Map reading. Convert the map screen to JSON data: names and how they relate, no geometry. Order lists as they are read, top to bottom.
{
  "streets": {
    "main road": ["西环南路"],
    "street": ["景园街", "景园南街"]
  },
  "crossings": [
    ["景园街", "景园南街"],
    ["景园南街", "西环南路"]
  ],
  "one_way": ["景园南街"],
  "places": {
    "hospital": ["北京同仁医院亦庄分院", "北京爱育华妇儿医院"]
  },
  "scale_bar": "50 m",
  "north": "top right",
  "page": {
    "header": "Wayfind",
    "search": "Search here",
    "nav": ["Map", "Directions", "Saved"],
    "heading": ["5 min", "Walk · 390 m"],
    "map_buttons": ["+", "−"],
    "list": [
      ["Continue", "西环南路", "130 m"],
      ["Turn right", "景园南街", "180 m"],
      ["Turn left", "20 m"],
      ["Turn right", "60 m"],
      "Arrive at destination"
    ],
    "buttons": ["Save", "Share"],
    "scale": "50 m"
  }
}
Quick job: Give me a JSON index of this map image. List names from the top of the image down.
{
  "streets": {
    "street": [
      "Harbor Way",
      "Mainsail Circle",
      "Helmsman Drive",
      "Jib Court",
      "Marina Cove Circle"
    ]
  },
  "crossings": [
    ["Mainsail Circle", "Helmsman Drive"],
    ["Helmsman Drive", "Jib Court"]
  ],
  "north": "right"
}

---------------

**Goal of the exercise**:
The records above are to be duplicated in full and exactly.

**Answer to this exercise**:
Map reading. Convert the map screen to JSON data: names and how they relate, no geometry. Order lists as they are read, top to bottom.
{
  "streets": {
    "main road": ["西环南路"],
    "street": ["景园街", "景园南街"]
  },
  "crossings": [
    ["景园街", "景园南街"],
    ["景园南街", "西环南路"]
  ],
  "one_way": ["景园南街"],
  "places": {
    "hospital": ["北京同仁医院亦庄分院", "北京爱育华妇儿医院"]
  },
  "scale_bar": "50 m",
  "north": "top right",
  "page": {
    "header": "Wayfind",
    "search": "Search here",
    "nav": ["Map", "Directions", "Saved"],
    "heading": ["5 min", "Walk · 390 m"],
    "map_buttons": ["+", "−"],
    "list": [
      ["Continue", "西环南路", "130 m"],
      ["Turn right", "景园南街", "180 m"],
      ["Turn left", "20 m"],
      ["Turn right", "60 m"],
      "Arrive at destination"
    ],
    "buttons": ["Save", "Share"],
    "scale": "50 m"
  }
}
Quick job: Give me a JSON index of this map image. List names from the top of the image down.
{
  "streets": {
    "street": [
      "Harbor Way",
      "Mainsail Circle",
      "Helmsman Drive",
      "Jib Court",
      "Marina Cove Circle"
    ]
  },
  "crossings": [
    ["Mainsail Circle", "Helmsman Drive"],
    ["Helmsman Drive", "Jib Court"]
  ],
  "north": "right"
}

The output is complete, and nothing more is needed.